At the site the archaeologists have found “huacas” dating from 800 – 1400 A.D. Pottery and human remains have also been found. The lead archaeologist is Dr. Thomas Wake, Director of the Zoo-archeology laboratory in the Cotsen Institute of the University of California. The project started in 2007 and is partially funded by SENACYT (the National Secretariat for Science and Technology).
The site is 15 hectares in which there are archaeological remains in burial mounds. Dr. Wake, being assisted by Michael Davies from the University of Kansas, and the Panamanian archaeologist Tomás Mendizabal is also collaborating in the project.
They have so far recovered thousand year old fish scales, beads made out of stingray needles, food remains in broken pottery, shell carvings and even a five foot long crocodile buried vertically. The burial mound seems to be for common burials as there are no offerings interred with the remains. They are approximately 1,000 years old with four caskets made of coral slabs.
The pottery found is quite revealing. Some of it has animal figures, others geometrical figures, some of it is original to Bocas but some is from Coclé, Chiriquí, Costa Rica and Nicaragua which indicates that there was an international exchange network. Some large stone slabs and volcanic stone pieces such as knives and grinding stones were also found.
The project is scheduled to end in February 2011 and is currently open to Panamanian students as well as international students wishing to finalize their careers with fieldwork. Those interested may contact twake@ucla.edu
Bocas del Drago is only 30 minutes by car from the airport in Bocas' Isla Colón. It is said that the peculiar name comes from the roaring sound of the stormy seas from this particular spot that sounded like a dragon roar.
Bocas del Toro not only yields historical gems but natural ones as well for scientists. The coral reef’s are being studied by marine biologists.

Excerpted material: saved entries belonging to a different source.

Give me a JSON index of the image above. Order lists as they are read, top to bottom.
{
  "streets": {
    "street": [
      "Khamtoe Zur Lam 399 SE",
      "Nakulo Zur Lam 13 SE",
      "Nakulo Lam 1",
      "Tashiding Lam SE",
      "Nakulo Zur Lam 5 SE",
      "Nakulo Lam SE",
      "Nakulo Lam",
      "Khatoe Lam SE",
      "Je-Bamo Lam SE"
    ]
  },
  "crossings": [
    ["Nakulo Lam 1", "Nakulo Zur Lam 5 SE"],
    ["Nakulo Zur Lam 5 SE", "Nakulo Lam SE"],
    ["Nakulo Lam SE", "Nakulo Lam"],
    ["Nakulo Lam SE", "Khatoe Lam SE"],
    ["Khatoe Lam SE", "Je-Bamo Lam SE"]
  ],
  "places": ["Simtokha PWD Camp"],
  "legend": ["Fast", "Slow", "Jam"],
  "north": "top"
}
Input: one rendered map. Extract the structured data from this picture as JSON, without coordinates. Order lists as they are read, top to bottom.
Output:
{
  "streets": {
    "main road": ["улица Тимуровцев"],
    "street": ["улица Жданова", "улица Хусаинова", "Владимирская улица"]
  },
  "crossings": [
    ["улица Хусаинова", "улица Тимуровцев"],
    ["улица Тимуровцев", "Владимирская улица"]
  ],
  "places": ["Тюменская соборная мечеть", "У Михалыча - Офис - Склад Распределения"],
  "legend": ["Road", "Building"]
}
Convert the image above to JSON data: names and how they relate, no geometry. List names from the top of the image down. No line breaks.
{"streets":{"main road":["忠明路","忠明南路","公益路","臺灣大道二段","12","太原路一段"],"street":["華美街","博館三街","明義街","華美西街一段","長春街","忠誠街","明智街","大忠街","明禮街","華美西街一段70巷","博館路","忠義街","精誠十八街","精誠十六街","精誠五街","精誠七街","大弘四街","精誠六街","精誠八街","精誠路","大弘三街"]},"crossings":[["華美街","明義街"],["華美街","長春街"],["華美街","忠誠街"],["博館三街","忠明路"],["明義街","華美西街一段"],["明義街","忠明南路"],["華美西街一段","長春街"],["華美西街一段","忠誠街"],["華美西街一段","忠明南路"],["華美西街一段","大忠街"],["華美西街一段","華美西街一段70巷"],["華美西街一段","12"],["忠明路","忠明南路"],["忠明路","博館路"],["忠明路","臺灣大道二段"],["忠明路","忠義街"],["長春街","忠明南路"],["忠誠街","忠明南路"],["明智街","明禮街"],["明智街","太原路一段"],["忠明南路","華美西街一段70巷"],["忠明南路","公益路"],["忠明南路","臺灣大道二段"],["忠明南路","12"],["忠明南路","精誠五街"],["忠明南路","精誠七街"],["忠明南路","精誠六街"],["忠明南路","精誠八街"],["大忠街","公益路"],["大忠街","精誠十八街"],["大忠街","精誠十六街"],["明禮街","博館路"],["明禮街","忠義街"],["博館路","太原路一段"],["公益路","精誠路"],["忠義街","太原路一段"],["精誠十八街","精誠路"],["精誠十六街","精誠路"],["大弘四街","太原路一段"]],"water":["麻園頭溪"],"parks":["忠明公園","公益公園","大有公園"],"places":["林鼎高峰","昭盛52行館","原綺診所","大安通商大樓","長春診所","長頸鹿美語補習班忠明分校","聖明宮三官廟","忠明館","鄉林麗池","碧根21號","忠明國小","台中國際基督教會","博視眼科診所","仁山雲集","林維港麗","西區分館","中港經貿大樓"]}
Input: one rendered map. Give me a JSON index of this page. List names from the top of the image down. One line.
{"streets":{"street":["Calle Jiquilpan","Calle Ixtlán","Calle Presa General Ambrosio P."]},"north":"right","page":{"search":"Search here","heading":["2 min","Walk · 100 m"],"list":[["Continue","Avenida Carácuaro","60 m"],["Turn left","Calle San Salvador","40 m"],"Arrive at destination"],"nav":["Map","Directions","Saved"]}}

Students from Northeastern University in Boston are carrying out an investigation on white band disease affecting the coral called Acropora Cervicornis (Deer Horn Coral).
This disease killed 95% of this coral in the Caribbean in the last 20 years. The species in Bocas seems to be immunologically different as it recovers from it. If the molecule that helps the corals in Bocas fight the disease can be isolated then it may provide the answer for stopping the extinction of these corals in other parts of the Caribbean. The study is carried out on Coral Cay in Bocas del Toro.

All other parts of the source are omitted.